Bids are due today on a $1 billion package of mortgage servicing rights from SunTrust Mortgage.

The unit of SunTrust Banks Inc. in Atlanta is one of many large bank-owned mortgage companies auctioning big servicing portfolios this month. Other recent sellers include the home loan units of Colonial Bancgroup in Montgomery, Ala., and First Tennessee National Corp., Memphis.

Two motives account for companies' selling servicing. The first is money: The rise in interest rates over the past year has made servicing rights more valuable because homeowners are less likely to pay off their loans early and servicers therefore can count on collecting fees longer.

Companies are limited in how much they can write up their servicing assets, so selling is often the only way they can realize the gain in value - and make up for reduced profits in their production departments.
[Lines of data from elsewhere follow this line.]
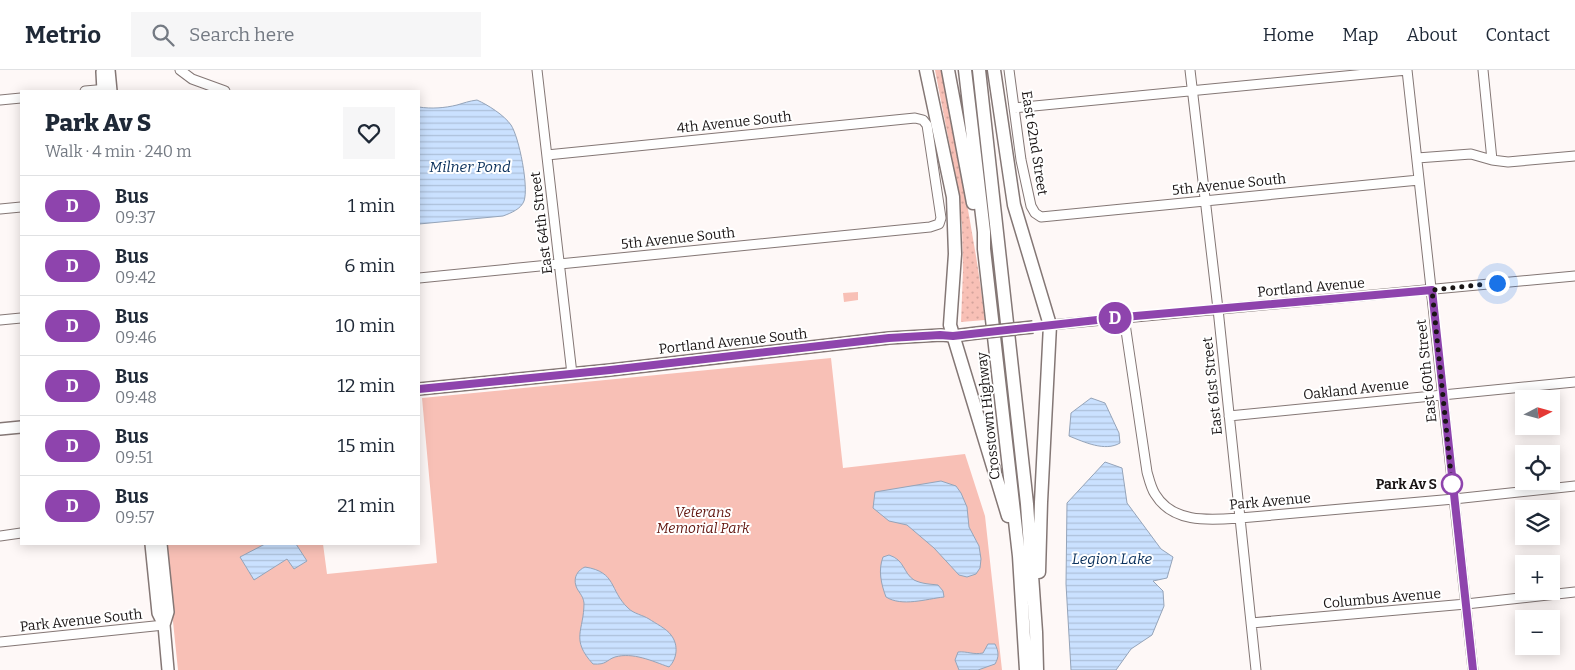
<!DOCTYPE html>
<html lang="en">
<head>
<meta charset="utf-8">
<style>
	body { margin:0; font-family:Bitter,serif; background:#f6f6f7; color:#1f2937; height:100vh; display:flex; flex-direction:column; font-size:19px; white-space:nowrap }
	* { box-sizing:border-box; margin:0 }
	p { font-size:16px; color:#747a83 }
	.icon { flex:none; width:28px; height:28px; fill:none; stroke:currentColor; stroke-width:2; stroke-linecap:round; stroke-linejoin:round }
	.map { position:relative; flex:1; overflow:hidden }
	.panel { position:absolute; left:20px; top:20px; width:400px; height:455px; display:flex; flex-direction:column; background:#fff; border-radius:0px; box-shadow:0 2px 12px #0003 }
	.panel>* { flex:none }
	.badge { padding:0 10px; border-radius:16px; font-size:18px; line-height:32px }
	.needle { width:32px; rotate:84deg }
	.tools { position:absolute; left:1515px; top:320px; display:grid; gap:10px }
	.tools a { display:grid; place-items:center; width:45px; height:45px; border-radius:0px; background:#fff; box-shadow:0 2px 12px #0003; font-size:25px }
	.you { position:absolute; width:25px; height:25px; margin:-12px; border:4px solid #fff; border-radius:50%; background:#1a73e8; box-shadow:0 0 0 8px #1a73e833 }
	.map>.badge { position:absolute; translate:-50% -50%; box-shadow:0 0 0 2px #fff }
	.round { display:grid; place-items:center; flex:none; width:52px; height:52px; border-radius:0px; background:#f6f6f7 }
	.overview { display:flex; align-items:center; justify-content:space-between; height:85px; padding:0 25px }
	h1 { font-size:24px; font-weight:800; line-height:38px }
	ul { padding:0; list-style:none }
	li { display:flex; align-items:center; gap:15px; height:60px; padding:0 25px; border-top:1px solid #e0e1e3 }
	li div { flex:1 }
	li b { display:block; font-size:19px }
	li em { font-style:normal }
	li .badge { min-width:55px; font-weight:700; text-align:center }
	header { display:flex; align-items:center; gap:30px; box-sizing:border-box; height:70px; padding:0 25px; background:#fff; border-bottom:1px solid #e0e1e3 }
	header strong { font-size:24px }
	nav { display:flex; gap:28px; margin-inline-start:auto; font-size:18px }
	.search { width:350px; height:45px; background:#f6f6f7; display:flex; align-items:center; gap:12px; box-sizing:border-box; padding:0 18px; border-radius:0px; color:#747a83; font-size:19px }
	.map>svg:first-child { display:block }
	.grass { fill:url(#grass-dots) }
	.park { fill:#f8c0b6 }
	.water { fill:url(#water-rules); stroke:#95a4b9 }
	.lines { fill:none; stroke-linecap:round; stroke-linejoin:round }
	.minor-casing { stroke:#847775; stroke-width:11 }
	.major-casing { stroke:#847775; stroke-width:14 }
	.highway-casing { stroke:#847775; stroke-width:15 }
	.minor { stroke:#fff; stroke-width:9 }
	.major { stroke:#fff; stroke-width:11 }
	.highway { stroke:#fff; stroke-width:12 }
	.major-bridge-casing { stroke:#847775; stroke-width:14; stroke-linecap:butt }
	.major-bridge { stroke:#fff; stroke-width:11 }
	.line-casing { stroke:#fff; stroke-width:11 }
	.line { stroke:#8e44ad; stroke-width:8 }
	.walk { stroke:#1a1515; stroke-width:5; stroke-dasharray:0 9 }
	.stop-dot { fill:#fff; stroke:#8e44ad; stroke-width:2.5 }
	.labels { text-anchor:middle; stroke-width:4; stroke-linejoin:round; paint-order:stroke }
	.street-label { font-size:14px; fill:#1a1515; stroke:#fff }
	.stop-label { font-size:14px; font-weight:bold; fill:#1a1515; stroke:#fff; text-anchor:end }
	.park-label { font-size:14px; font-style:italic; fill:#621710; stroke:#fff }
	.water-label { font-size:15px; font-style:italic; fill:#0b315c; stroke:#fff }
</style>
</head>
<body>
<header>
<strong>Metrio</strong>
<div class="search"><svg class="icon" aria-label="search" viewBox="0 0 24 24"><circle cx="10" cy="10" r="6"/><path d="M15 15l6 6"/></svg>Search here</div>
<nav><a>Home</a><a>Map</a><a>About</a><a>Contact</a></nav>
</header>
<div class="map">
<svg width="1575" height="600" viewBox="0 0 1575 600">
	<defs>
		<pattern id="grass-dots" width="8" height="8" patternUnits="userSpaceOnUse" patternTransform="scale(1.25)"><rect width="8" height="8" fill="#f8c0b6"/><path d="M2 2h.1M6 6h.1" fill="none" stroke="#d4a49c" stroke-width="1.8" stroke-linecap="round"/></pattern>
		<pattern id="water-rules" width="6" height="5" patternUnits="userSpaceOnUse" patternTransform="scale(1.25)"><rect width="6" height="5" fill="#cae1ff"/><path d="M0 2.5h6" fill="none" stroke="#adc0da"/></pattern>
	</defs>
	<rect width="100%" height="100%" fill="#fef8f7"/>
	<path class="grass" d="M935,0H941C957,83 975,166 985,250L961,252L963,201L962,155L950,77Z"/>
	<path class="park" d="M858,222V230L844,232L843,223Z
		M831,288L843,398L965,384L985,446L1002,600H178L165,474H323L327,504L437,493L422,328Z"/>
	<path class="water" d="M477,30C488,35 504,45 511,55C519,67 529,117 524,131C521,139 511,143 503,146L419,154V37C431,39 445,38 457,35C464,33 469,31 477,30Z
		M1091,328L1105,333L1119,363L1120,373C1105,382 1084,372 1069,366L1071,343Z
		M1105,392L1122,398L1127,433L1161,479L1173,487L1167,508L1153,511L1163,521L1164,536L1152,565L1131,579L1116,600H1071L1066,514L1067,433Z
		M941,411L956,416L961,423L967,437L969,457L979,476L981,489L980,498L976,504L967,507L959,505L934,478L907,455L889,451L873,438L875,422Z
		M265,474H296L307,491L294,499L287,489L254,510L240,487Z
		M889,485C905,490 903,503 914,510C922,514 930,514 938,515L943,521L944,527C926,529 902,537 886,527C881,514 878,500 883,487Z
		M585,497C617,502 609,520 628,538C634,544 643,545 649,549C655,553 667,559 671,565C679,575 677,589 669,597C652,591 633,582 615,587C606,590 607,595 593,594C570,569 584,561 584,533C583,525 578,522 576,516C573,507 578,500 585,497Z
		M988,574H995C999,582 999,587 995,594L978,600H959L955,590L958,582C967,581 973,585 983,583Z"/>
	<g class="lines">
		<g class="minor-casing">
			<path id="minor" d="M180,0L192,9L225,21
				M537,0L572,304
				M1009,0L1021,90L1031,136L1035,143L1041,147L1419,110
				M1190,0L1218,239L1256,600
				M1483,0L1492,90
				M85,21L108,19
				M0,30L21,28
				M1014,38L1407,0L1473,600
				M1417,88L1471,84L1492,90L1508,92L1575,86
				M0,139L21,137
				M419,208L930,157L939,154L941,148L927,55L923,50L915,48L547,85
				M1124,247L1147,402C1149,409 1151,418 1155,424C1173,454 1210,450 1240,448L1454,429L1575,416
				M0,250L21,248
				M1050,255L1575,206
				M1229,346L1575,312
				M0,466L21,463
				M1251,553L1466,534L1575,522
				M0,572L164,555"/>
		</g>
		<g class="major-casing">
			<path id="major" d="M109,0L111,21
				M102,2L103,21
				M419,319L610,300L889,268L941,265L953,266L977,263
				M0,359L21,357
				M151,474L158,543L164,555L168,600
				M161,474L168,542L164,555"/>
		</g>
		<g class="highway-casing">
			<path id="highway" d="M926,0L953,127L955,184L950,255L1008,446
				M948,0L973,133
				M965,0L984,162V179L1019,486L1026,600
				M979,0L1027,434L1036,562L1037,600
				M994,0L1014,135L1050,255L1041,432L1039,502"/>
		</g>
		<use href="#minor" class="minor"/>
		<use href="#major" class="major"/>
		<use href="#highway" class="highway"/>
		<g class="major-bridge-casing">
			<path id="major-bridge" d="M977,263L1033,257"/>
		</g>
		<use href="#major-bridge" class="major-bridge"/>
	</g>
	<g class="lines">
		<g class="line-casing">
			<path id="line" d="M419,319L610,300L889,268L940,265L953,266L1124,247L1432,220L1473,600"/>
		</g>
		<use href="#line" class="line"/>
		<path class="walk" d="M1452,414L1432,220L1497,213"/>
	</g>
	<circle class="stop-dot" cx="1452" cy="414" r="10"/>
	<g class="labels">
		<g class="street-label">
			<text transform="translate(734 52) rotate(-6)" y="5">4th Avenue South</text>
			<text transform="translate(1035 73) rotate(81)" y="5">East 62nd Street</text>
			<text transform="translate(1229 114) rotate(-6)" y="5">5th Avenue South</text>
			<text transform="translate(541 153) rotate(-97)" y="5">East 64th Street</text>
			<text transform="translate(678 168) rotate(-6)" y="5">5th Avenue South</text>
			<text transform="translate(1311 217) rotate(-5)" y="5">Portland Avenue</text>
			<text transform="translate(733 271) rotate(-6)" y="5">Portland Avenue South</text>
			<text transform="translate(1426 301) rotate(-96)" y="5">East 60th Street</text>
			<text transform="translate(1212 316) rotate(-96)" y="5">East 61st Street</text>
			<text transform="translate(1356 319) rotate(-6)" y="5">Oakland Avenue</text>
			<text transform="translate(988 346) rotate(-96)" y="5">Crosstown Highway</text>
			<text transform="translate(1270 431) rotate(-5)" y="5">Park Avenue</text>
			<text transform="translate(1382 528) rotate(-5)" y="5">Columbus Avenue</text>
			<text transform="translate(81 550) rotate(-6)" y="5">Park Avenue South</text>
		</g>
		<g class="stop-label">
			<text x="1437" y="419">Park Av S</text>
		</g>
		<g class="park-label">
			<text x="703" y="447">Veterans<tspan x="703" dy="16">Memorial Park</tspan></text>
		</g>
		<g class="water-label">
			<text x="470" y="102">Milner Pond</text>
			<text x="1112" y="494">Legion Lake</text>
		</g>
	</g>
</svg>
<div class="tools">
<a><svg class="needle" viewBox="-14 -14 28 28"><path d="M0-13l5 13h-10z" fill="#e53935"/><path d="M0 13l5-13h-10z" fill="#747a83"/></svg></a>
<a><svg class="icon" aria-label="locate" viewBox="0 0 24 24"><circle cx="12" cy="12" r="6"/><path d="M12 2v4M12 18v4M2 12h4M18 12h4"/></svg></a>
<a><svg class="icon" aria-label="layers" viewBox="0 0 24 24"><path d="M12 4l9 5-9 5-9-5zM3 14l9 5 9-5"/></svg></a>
<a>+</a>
<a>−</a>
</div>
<div class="you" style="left:1497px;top:213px"></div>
<b class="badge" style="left:1115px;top:248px;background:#8e44ad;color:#fff">D</b>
<section class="panel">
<div class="overview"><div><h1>Park Av S</h1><p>Walk · 4 min · 240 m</p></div><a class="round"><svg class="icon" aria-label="heart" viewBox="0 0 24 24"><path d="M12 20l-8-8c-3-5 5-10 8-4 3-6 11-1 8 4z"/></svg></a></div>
<ul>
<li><span class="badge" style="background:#8e44ad;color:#fff">D</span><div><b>Bus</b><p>09:37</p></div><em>1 min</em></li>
<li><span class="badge" style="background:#8e44ad;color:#fff">D</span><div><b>Bus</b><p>09:42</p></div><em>6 min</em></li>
<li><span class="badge" style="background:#8e44ad;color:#fff">D</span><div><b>Bus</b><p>09:46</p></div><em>10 min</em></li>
<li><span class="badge" style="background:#8e44ad;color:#fff">D</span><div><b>Bus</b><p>09:48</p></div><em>12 min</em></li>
<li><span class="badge" style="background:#8e44ad;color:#fff">D</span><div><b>Bus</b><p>09:51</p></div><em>15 min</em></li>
<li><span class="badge" style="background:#8e44ad;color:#fff">D</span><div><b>Bus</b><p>09:57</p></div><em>21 min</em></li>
</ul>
</section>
</div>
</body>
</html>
The other motivation to sell servicing is strategic: to rid a portfolio of loans that carry risks the company does not want to handle, or that may be more valuable to another company. Sterling Edmunds, president and chief operating officer of SunTrust Mortgage, said this is "the main reason" behind his company's auction.

Mr. Edmunds said SunTrust regularly sells packages of servicing on loans originated by brokers and correspondents outside the parent company's territory, which stretches from Florida to Maryland. SunTrust is more likely to sell other financial products to homeowners in areas where it has a retail banking presence, and such people are also more likely to come back to SunTrust when they want to refinance, he said. "A big percentage of the value of servicing is in cross-sell and retention."

But brokers not handling the auction viewed the sale as a move to boost the mortgage company's earnings. They based this interpretation on the portfolio's very low average coupon of 7.3% - which makes it a very desirable asset at a time when the average rate on a 30-year mortgage is well above 8%.

Such a portfolio has "the greatest probability of obtaining the maximum price," one broker said. "They'll get the biggest bang for their buck."

Brokers see prices stretching above six times servicing fees for low-coupon servicing - which means SunTrust's package could fetch more than $15 million. Most of the loans in the portfolio were originated by the mortgage unit of Crestar Financial Corp. of Richmond, Va.

SunTrust bought Crestar in late 1998 and merged their two mortgage subsidiaries.

Countrywide Servicing Exchange, a unit of Countrywide Credit Industries, is running the auction.